It’s painful to see an aging loved one lose memories to dementia, but it’s a different kind of pain when you see them lose their grip of reality. As the disease progresses, many patients start to believe things that aren’t true: the police trying to track them down, a stranger in the house wanting to harm them, or you stealing from them or putting poison on their food. Paranoia.
When an elderly loved one falls into this pit of endless suspicions, caregiving becomes more difficult, not only because you see the effects of the disease in the flesh but also because you struggle not to take things personally. It’s important that as you help your loved one during this time, you don’t forget self-care either.
The Reason Behind the Suspicion
Delusions refer to beliefs in things that aren’t real. This symptom happens during the middle to late-stage dementia. Professionals from a nursing home in Davis County explain that what fuels this change in thinking is confusion and memory loss.
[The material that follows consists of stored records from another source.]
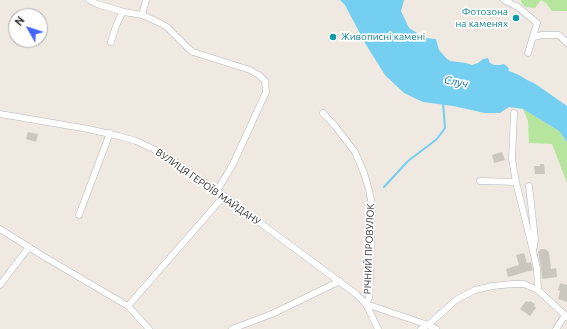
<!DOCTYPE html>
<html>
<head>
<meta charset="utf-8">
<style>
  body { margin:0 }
  #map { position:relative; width:567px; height:329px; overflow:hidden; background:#efe9e1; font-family:Ubuntu,sans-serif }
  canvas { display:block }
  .north { position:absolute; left:8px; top:8px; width:40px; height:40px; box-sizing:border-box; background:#fff; border:1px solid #ababab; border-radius:50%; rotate:309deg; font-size:11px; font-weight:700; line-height:16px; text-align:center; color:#2e2e2e }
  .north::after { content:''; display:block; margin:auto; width:14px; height:18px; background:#4264fb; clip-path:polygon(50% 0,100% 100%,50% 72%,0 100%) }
</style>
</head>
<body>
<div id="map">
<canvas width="567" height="329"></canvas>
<div class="north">N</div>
</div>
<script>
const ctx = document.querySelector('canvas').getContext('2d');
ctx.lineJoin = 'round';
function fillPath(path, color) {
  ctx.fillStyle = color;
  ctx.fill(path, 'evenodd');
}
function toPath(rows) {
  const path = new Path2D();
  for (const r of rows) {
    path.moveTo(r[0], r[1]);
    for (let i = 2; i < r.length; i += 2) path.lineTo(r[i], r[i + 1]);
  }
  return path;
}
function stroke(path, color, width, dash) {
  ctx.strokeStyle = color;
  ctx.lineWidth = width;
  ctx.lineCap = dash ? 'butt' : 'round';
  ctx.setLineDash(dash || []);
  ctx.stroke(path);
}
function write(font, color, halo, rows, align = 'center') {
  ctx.font = font + ' Ubuntu,sans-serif';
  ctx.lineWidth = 3.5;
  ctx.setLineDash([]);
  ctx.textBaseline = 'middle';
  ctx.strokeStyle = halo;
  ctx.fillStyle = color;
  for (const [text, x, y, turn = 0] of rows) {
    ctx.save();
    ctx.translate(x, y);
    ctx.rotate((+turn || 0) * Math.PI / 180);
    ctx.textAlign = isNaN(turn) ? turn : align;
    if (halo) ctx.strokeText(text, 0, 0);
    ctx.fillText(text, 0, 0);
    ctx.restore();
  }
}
fillPath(toPath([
  [521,0,567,0,567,11,552,11,546,3,541,0,535,8,525,7,521,2],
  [523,109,559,131,567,142,567,183,552,144,529,143,528,121]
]), '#b6e59e');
fillPath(toPath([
  [340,0,404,0,401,11,409,28,425,38,436,39,439,50,446,58,450,61,466,63,472,65,478,63,483,59,488,58,490,63,494,65,500,65,504,64,508,67,509,71,519,75,527,80,534,83,567,106,567,142,559,131,523,109,509,107,500,113,485,113,453,106,423,102,404,93,385,75,365,43,345,5]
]), '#75cff0');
stroke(toPath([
  [384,187,408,161,437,139,445,128,443,103]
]), '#75cff0', 2);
fillPath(toPath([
  [28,132,38,134,36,142,26,139],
  [502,152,505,160,494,163,492,155],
  [540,164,544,164,545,174,535,174,534,166,540,166],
  [541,249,545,249,549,252,551,269,556,268,557,277,542,279,541,268,538,252],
  [524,253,527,263,531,262,533,270,508,277,506,269,519,265,516,255],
  [560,283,567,285,567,302,558,299,560,291,558,290],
  [526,301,529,302,530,301,535,304,534,306,536,308,530,316,520,309]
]), '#cbc7bf');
const minor = toPath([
  [89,0,97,4,124,12,142,15,158,22,167,27,189,49,193,52,250,70,259,75,265,81,266,92,233,164,217,191],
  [504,0,518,7,537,23,528,53],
  [142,15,146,0],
  [534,37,542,35,559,35,567,43],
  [111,42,116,26,121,15,124,12],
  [323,113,335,126,355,152,364,173,369,190,372,205,370,276,369,298,366,304,428,325,436,329],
  [514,113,512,159,516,182,533,251,537,269,538,290],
  [0,114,88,129,119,136,136,141,162,153,224,196,356,294,366,304,378,329],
  [480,181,516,182],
  [529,186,535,239,534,247],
  [79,215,110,133],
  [0,229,43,256,128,306,149,329],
  [0,285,29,247],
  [128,306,224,196],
  [232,329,274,313,340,281],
  [421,329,428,325,456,300,475,290,492,286,513,284,524,284,538,290,567,317],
  [556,329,565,315]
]);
stroke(minor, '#b4b7c1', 7);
stroke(minor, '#fff', 6);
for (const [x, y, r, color] of [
  [516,18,4,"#0f9aa8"],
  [333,37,4,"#0f9aa8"]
]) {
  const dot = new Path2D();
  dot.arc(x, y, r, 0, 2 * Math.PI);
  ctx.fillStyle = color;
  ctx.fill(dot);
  stroke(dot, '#fff', 1.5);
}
write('10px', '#0d838f', '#fff', [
  ["Фотозона",508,12],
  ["на каменях",508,24],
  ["Живописні камені",341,37,"left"]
], 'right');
write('10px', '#2e2e2e', '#fff', [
  ["ВУЛИЦЯ ГЕРОЇВ МАЙДАНУ",208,187,35],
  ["РІЧНИЙ ПРОВУЛОК",369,249,-88]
]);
write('italic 11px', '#0d6fa3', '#fff', [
  ["Случ",456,82,12]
]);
</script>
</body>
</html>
For instance, your relative may have forgotten where they put their eyeglasses, and so they may believe that someone stole it from them. Or, they may fail to remember the directions you told them, and so they may think that you’re trying to trick them. They could also forget that you’re the caregiver; that’s why they won’t take the meds you’re giving because you’re a stranger to them.
In other words, your loved one gets paranoid to express their sense of loss. They blame you and the others around you because they can’t think of a more rational explanation for it.
If your loved one is experiencing severe paranoia where they think their life is in danger, you have to see the doctor immediately. Often, physicians recommend non-drug interventions, like creating a calm home environment to reduce triggers. But if that doesn’t help, antipsychotic medications are prescribed.
Note though that these drugs may increase the risk for stroke, so you should be able to follow exactly your doctor’s instruction for use. As you try these medical interventions, don’t neglect to keep respectful communication with your loved one, too. Don’t try to argue with them. Give them simple answers to questions. Reassure them that they’re safe.
The Need for Caregiver Self-Care
As you take care of your loved one though, understand that self-care is equally important. You can’t help your loved one if you yourself are falling apart. And it’s easy to fall apart in these situations when you’re at the front line of seeing your loved one break down.
Be aware of the risk of falling into caregiver burnout. Be familiar with the symptoms. If you’ve been withdrawing yourself from friends and family, losing interest in hobbies you enjoyed before, feeling irritable always, and having trouble sleeping, you might need to take a rest from caregiving for a while.
Take advantage of respite care. Go on a vacation. Meditate near the beach or in the mountains. Reconnect with loved ones.
If the caregiving needs of your loved one have changed dramatically to the point of being unbearable, consider putting them in a nursing home. Ask your other relatives about it. Prepare to make that talk with your elderly loved one.
Is your loved one experiencing paranoia symptoms? Understand that it’s not them; it’s the disease. Help your loved one deal with it by helping first yourself cope with it.